One hundred and twenty years passed before Canada adopted the bifurcated per se and rule of reason approach to agreements in restraint of trade that American jurists had fashioned out of the Sherman Act's stark prohibition.5 The March 2010 amendments to section 45 of the Competition Act6and the introduction of section 90.1 are the most significant change to Canada's prohibition of agreements in restraint of trade in a generation. They largely complete the transition the Competition Act began in 1986: from a competition regime based on the criminal law to a blended criminal-civil regime founded on Parliament's legislative authority over the criminal law and trade and commerce in Canada.7

This paper traces the evolution of Canada's criminal prohibitions on the "hard core" cartel offences of price-fixing, market allocation, and big-rigging which are set out in sections 45 to 47 of the Competition Act. It briefly examines their origins in 1889, their inclusion in the Competition Act in 1986, and the calls for their amendment. It reviews the amendments to the Competition Act in 2010 and how they complete the transition of Canada's competition regime from its historical basis in the criminal law to mixed criminal-civil regime. Finally, it discusses how Parliament's creation of a dual criminal and civil regime to regulate agreements between competitors informs the appropriate scope of the criminal conspiracy offence, sentencing principles, and the intent requirements for conviction under the new section 45.

II. The 1986 Act

Origins and Evolution (or lack thereof)

Commentators described the 1986 Competition Act (and its companion statute, the Competition Tribunal Act) as "a giant leap forward",8 a fundamental reformulation of the law,9 and laws which "literally rewrote the book on competition law in Canada".10 Together these Acts sharply departed from strict criminal prohibitions on anticompetitive behaviour – the historical foundation of competition regulation in Canada11 – and transitioned Canada's regime to a blended criminal-civil approach.12 A civil process to review mergers, abuse of dominant position cases and other matters replaced the existing criminal review process. The legislation also established the quasi-judicial Competition Tribunal to adjudicate the new civil matters. This was the "beginning of a new regulatory system... based on the federal power to regulate trade and commerce",13 a sharp contrast to the previously narrow criminal law basis.

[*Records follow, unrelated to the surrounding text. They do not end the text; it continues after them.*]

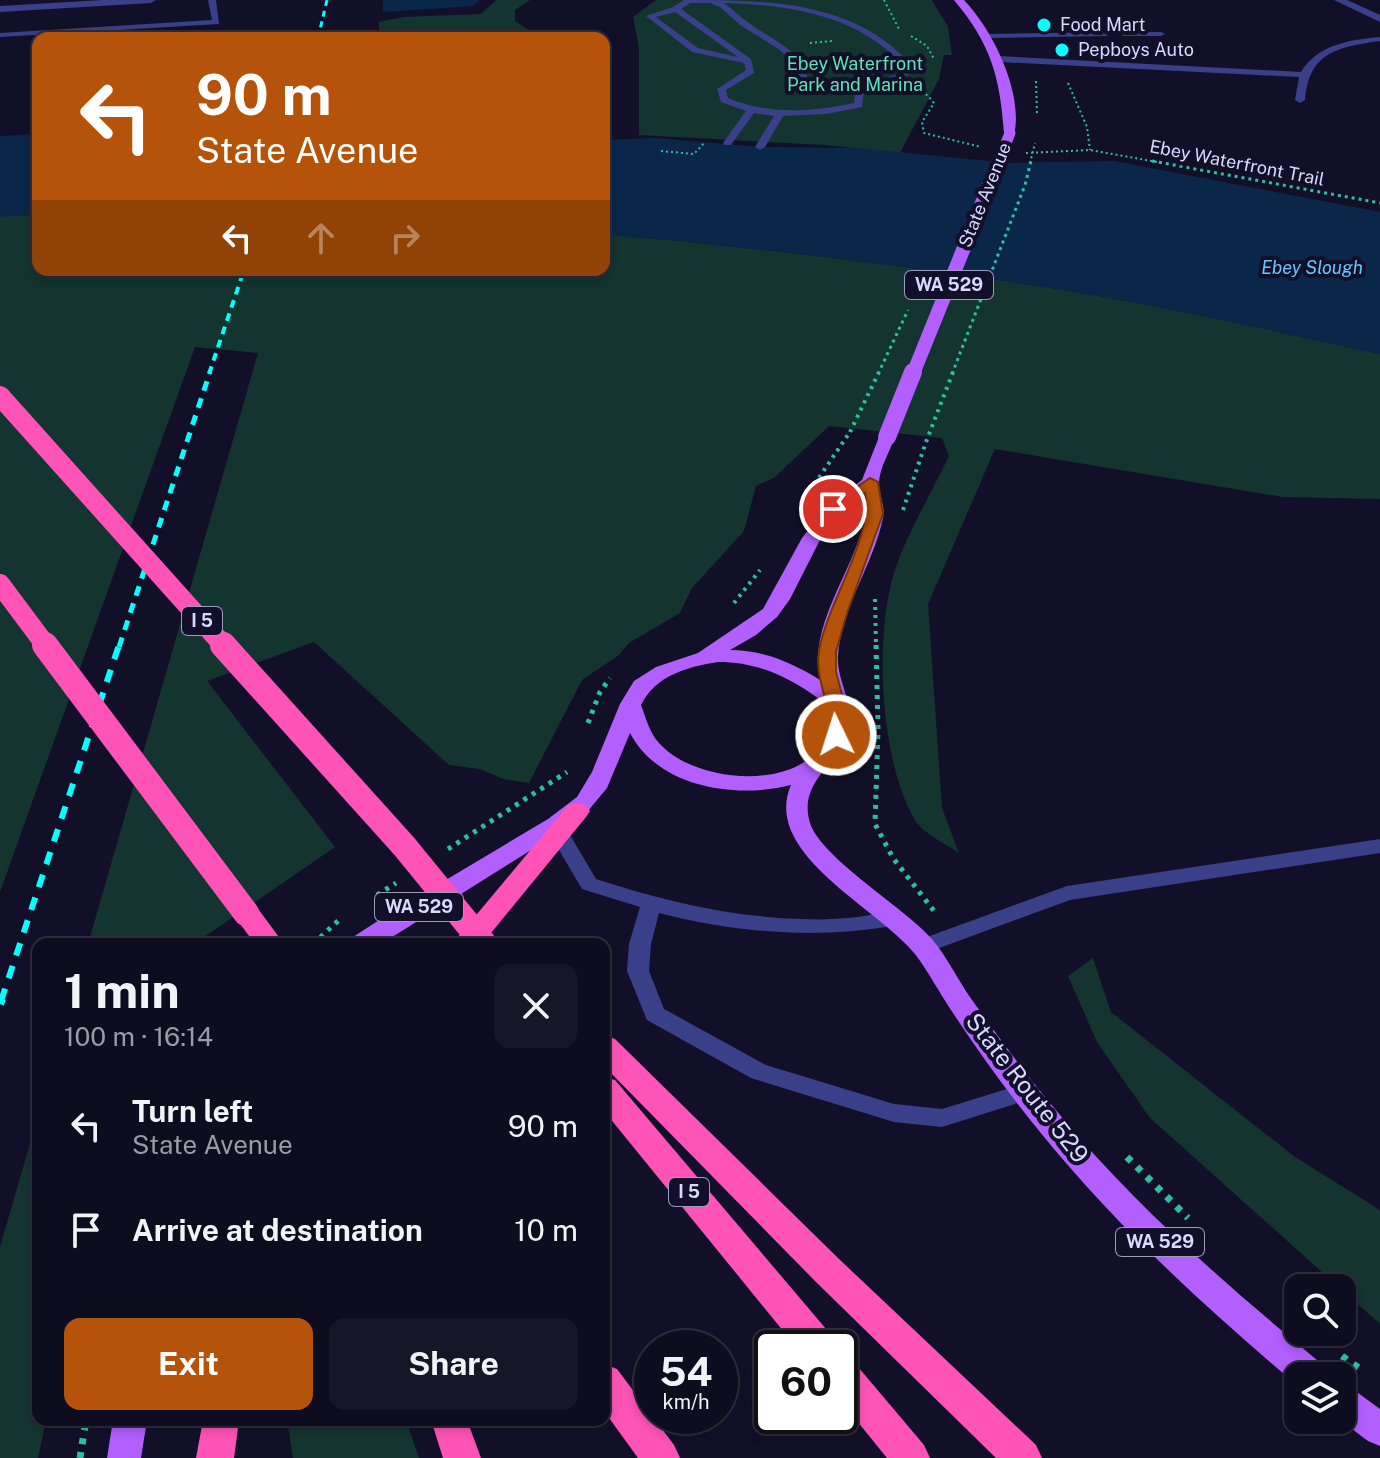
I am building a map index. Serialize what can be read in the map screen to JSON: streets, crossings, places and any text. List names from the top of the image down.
{
  "streets": {
    "highway": ["I 5"],
    "main road": ["State Avenue", "WA 529", "State Route 529"],
    "path": ["Ebey Waterfront Trail"]
  },
  "crossings": [
    ["State Avenue", "State Route 529"]
  ],
  "water": ["Ebey Slough"],
  "parks": ["Ebey Waterfront Park and Marina"],
  "places": ["Food Mart", "Pepboys Auto"],
  "page": {
    "turn": ["90 m", "State Avenue"],
    "heading": ["1 min", "100 m · 16:14"],
    "list": [
      {
        "name": "Turn left",
        "note": "State Avenue",
        "value": "90 m"
      },
      {
        "name": "Arrive at destination",
        "value": "10 m"
      }
    ],
    "buttons": ["Exit", "Share"],
    "speed": "54 km/h",
    "limit": "60"
  }
}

In the midst of this "giant leap forward" to an increasingly civil regime, the criminal prohibitions against conspiracy and bid-rigging remained largely unchanged. Indeed, the conspiracy offence had changed so little in one hundred years that the 1889 drafters of Canada's first antitrust statute,14 would have recognized their handiwork in the text of the "new" conspiracy provision, section 45 of the 1986 Act:15

1889 language
(after it was incorporated into the Criminal Code)

Section 45 of the 1986 Act

Everyone is guilty of an indictable offence... who conspires, combines, agrees or arranges with any other person... unlawfully16...

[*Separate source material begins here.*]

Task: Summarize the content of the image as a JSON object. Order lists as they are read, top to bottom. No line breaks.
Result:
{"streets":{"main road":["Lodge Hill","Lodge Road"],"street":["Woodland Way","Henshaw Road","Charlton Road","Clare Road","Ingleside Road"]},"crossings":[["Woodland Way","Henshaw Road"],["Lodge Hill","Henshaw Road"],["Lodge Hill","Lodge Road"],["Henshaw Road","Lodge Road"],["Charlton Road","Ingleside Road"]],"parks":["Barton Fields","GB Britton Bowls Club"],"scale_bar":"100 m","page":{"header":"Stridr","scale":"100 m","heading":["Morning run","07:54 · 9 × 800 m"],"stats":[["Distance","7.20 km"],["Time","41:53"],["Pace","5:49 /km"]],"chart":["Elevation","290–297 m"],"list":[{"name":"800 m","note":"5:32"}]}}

(c) to unduly prevent, limit, or lessen the manufacture or production of any article or commodity, or to unreasonably increase the price thereof; or

(d) to unduly prevent or lessen competition in the production, manufacture, purchase, barter, sale, transportation, or supply of such an article or commodity17

Every one who conspires, agrees or arranges with another person...

(b) to prevent, limit or lessen, unduly, the manufacture or production of a product or to enhance unreasonably the price thereof,

(c) to prevent or lessen, unduly, competition in the production, manufacture, purchase, barter, sale, storage, rental, transportation or supply of a product, or in the price of insurance or persons or property...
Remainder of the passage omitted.